Tapi satu yang tetap menjadi pertanyaan tidak terpecahkan untukku.

Mengapa para Dokter sekalipun lebih memilih menyuruh keluarga seseorang yang sedang dalam keadaan kritis untuk menyerahkan semuanya pada Tuhan dari pada terus berusaha untuk menyelamatkannya?

Aku memang tidak tahu tentang kedokteran, tapi kurasa itu tidak benar. Bukankah lebih baik kalau terus menyemangati keluarga pasien dengan perkataan halus yang dapat menenangkan dari pada mengatakan kalau hanya Tuhan yang bisa menjawab keadaan kritis itu? Meskipun itu sebenarnya adalah kebohongan.

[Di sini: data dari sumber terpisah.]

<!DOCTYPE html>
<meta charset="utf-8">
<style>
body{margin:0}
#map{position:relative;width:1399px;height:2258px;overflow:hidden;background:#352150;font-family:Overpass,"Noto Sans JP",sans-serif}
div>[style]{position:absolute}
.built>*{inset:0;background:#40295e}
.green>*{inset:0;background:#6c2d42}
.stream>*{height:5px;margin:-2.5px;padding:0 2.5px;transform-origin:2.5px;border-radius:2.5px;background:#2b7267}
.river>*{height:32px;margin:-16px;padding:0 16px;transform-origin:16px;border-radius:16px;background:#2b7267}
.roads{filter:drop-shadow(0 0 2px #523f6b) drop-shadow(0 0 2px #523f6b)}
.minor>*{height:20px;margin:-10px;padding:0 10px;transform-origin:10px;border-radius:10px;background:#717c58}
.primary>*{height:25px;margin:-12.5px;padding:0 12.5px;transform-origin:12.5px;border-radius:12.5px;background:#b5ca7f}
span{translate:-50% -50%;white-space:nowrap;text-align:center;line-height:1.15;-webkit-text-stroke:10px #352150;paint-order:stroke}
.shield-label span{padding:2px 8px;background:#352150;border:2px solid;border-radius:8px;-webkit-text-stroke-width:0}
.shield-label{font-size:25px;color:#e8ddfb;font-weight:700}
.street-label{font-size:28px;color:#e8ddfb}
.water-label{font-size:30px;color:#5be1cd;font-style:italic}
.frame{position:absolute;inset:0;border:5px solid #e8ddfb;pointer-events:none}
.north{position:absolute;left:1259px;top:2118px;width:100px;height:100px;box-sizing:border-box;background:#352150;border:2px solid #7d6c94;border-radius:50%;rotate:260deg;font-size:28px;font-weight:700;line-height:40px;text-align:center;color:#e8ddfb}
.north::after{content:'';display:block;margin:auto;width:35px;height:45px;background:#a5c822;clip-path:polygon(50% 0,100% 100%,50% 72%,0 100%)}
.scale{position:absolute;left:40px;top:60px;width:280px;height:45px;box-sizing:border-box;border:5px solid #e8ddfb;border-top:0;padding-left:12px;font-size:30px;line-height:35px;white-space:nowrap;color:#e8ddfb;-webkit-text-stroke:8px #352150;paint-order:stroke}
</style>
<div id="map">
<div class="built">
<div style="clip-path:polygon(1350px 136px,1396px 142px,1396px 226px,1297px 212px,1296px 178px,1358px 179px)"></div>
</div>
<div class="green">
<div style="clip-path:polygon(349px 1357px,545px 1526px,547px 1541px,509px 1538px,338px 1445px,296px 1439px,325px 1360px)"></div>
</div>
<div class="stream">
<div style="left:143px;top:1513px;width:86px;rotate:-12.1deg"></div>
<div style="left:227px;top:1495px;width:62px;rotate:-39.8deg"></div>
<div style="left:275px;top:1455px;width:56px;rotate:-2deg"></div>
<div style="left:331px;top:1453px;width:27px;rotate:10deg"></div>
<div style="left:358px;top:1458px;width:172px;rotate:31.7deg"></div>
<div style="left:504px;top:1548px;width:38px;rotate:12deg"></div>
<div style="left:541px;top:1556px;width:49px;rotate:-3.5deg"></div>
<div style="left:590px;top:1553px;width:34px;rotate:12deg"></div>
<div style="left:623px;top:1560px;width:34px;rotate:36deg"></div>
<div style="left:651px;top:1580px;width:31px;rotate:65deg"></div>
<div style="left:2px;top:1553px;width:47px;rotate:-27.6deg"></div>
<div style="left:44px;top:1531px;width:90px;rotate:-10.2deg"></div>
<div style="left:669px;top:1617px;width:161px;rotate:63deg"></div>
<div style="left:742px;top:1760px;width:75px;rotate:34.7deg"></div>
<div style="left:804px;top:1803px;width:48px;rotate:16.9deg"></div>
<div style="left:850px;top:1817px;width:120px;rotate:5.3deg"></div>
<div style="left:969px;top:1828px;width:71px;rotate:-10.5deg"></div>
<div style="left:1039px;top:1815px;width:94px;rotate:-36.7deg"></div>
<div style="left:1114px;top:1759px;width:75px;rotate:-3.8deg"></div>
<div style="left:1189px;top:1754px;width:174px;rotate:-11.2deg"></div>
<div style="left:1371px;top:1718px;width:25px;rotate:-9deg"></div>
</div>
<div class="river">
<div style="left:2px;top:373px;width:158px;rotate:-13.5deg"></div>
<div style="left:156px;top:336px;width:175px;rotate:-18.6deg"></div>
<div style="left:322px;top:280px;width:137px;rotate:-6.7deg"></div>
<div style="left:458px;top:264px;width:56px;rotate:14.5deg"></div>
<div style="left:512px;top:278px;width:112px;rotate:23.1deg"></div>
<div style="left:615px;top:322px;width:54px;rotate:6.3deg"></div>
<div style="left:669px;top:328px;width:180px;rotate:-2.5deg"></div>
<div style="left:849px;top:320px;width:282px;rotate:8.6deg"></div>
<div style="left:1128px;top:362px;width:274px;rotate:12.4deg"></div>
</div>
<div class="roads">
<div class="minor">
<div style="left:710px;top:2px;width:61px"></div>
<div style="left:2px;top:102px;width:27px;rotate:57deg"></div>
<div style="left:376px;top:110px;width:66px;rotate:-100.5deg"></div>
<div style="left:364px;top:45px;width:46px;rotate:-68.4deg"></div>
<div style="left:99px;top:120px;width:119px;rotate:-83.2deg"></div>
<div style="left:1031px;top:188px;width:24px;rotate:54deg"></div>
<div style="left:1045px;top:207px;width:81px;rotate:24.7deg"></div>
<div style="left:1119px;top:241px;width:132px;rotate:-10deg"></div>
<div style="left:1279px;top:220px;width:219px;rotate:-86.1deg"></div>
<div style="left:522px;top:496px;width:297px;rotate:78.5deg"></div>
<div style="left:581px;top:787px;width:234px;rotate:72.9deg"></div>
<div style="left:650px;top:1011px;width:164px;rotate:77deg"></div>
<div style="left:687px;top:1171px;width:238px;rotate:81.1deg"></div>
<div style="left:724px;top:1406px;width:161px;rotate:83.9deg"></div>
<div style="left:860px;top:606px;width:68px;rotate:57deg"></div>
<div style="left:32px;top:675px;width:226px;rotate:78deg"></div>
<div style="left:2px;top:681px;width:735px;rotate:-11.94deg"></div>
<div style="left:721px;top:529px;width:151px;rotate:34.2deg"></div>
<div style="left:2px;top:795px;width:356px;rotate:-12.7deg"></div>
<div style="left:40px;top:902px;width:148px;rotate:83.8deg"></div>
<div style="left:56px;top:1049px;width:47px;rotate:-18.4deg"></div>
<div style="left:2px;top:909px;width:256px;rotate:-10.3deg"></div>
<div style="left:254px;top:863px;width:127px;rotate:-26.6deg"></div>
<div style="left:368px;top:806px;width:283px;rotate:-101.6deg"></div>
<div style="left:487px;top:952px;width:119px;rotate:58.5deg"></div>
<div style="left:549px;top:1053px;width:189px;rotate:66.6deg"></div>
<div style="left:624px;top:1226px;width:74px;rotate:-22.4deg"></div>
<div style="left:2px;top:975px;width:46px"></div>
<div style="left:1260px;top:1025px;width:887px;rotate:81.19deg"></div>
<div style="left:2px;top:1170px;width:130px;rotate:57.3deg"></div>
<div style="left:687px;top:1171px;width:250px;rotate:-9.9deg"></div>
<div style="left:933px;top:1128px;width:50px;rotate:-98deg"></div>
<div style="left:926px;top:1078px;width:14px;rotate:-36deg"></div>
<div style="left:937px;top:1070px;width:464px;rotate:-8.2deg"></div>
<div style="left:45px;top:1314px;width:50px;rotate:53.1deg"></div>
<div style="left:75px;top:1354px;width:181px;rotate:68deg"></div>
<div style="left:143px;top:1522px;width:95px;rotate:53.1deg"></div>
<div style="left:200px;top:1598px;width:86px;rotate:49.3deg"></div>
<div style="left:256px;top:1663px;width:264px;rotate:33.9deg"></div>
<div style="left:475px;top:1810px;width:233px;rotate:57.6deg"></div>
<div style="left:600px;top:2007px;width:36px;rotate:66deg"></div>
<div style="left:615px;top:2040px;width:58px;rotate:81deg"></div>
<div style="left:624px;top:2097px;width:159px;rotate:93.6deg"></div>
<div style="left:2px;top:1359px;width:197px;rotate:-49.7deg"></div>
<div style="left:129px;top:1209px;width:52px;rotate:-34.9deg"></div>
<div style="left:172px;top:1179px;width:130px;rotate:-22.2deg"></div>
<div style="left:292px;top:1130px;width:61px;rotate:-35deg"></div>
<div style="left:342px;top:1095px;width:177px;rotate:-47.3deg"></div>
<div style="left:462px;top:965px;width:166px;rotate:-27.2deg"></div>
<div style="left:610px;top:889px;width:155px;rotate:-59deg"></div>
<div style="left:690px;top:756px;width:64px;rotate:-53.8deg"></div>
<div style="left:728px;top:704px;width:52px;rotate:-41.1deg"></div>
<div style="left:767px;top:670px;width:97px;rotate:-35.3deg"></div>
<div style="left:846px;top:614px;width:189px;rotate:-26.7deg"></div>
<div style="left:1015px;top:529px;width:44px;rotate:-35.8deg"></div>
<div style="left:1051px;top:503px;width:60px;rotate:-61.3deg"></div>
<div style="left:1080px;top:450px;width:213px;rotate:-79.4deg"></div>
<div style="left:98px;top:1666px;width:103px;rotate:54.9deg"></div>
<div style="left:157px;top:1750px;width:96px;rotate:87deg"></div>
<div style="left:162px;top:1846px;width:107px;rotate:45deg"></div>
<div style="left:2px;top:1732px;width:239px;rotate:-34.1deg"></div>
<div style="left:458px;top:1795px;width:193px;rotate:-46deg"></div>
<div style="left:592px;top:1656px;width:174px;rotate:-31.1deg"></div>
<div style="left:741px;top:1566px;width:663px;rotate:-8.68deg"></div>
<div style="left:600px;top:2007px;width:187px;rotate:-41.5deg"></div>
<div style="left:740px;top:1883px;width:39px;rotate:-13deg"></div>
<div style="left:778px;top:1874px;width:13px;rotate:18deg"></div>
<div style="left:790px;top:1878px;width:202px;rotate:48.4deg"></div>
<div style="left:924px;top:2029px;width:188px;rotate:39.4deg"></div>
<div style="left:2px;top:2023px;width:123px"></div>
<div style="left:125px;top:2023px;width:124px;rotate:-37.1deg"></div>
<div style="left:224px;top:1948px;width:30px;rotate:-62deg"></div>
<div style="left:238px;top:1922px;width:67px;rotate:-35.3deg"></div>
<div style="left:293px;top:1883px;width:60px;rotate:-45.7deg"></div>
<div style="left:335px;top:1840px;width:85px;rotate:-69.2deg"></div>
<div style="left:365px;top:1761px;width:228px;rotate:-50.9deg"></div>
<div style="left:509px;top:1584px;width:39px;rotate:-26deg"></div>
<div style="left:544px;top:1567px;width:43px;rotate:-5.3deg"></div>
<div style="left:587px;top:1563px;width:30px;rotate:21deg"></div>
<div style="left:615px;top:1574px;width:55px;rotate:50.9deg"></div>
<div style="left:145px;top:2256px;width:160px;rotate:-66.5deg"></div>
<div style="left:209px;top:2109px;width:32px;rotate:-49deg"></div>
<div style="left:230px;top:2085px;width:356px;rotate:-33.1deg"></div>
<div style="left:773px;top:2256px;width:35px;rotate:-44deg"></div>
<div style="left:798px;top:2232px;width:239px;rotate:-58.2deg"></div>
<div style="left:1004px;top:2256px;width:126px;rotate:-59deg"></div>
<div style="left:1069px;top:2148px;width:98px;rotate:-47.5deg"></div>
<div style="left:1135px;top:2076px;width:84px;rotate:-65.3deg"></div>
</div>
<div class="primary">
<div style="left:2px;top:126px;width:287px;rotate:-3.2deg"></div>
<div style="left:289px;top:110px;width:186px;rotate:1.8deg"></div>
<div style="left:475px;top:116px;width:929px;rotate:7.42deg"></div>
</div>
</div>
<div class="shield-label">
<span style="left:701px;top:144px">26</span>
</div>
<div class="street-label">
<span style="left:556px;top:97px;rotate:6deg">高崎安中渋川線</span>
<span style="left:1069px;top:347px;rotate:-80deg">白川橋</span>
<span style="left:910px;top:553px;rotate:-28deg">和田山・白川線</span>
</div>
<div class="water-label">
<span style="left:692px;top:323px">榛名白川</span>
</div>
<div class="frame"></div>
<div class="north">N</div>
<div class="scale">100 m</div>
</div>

Ya, aku menyalahkan mereka yang selalu mengatakan kalau mereka telah berusaha keras namun tidak bisa menentukan hasil, seperti halnya para Dokter itu. Aku lebih senang pada orang-orang yang terus menaruh harapan bahkan pada keadaan yang sangat mustahil sekalipun. Karena aku selalu ingin melihat senyum semangat mereka daripada air mata penyesalan yang hanya menyakiti semua orang, entah itu yang mengalaminya ataupun orang yang hanya melihatnya.

Mungkin aku terlalu egois berkata seperti ini, tapi aku seperti ini bukan karena tanpa sebab. Temanku. Dua tahun yang lalu. Saat kenyataan pahit itu harus diterimanya. Hal itulah yang membuatku sangat membenci orang-orang tidak berperasaan yang hanya mengatakan hal-hal tidak berguna seperti itu.

Dia, satu-satunya temanku yang bisa kuajak bicara. Bukan bicara seperti kebanyakan orang lain. Aku bisa membaca hatinya dengan baik meskipun dia tidak mengatakannya. Dia butuh sandaran untuknya terus menatap indahnya langit biru yang selalu menaungi kehidupan dibawahnya. Tidak banyak yang dia minta, hanya satu. Mengerti apa yang ia rasakan, bukan yang ia katakan.

Namanya Seongho.

Dua tahun yang lalu dia adalah seorang yang tidak pernah memperlihatkan bibir datarnya pada orang lain. Seolah tidak ada hal lain yang lebih menarik untuk dilakukannya selain tersenyum. Menyapa orang lain entah itu dikenalnya atau tidak seolah sudah menjadi kewajiban tidak tertulisnya.

Namun hari ini, dan entahlah sampai kapan tidak akan pernah ada sosok seperti itu lagi. Seongho yang dulu selalu ceria sudah hilang. Sejak kejadian dua tahun lalu. Tahun yang seharusnya menjadi kenangan paling indah yang ingin di ingatnya. Tapi pada kenyataannya, hari itu justru menjadi hari terburuk yang pernah hadir dalam ingatannya.

“Aku tidak pernah mengharapkan hal lain. Hanya cobalah untuk merelakan apa yang telah terjadi waktu itu.”

Hanya itu yang kubisa. Terus mengulang perkataan yang sama. Entah dia mendengarnya atau tidak, yang pasti sudah dua tahun lamanya aku selalu mengatakan hal itu setiap kali bertemu dengannya. Meskipun tidak setiap hari aku bisa bertemu dengannya, tapi setiap kali aku melihat matanya pasti ada kesedihan yang semakin membebaninya. Terlihat sangat jelas pada mata bening itu.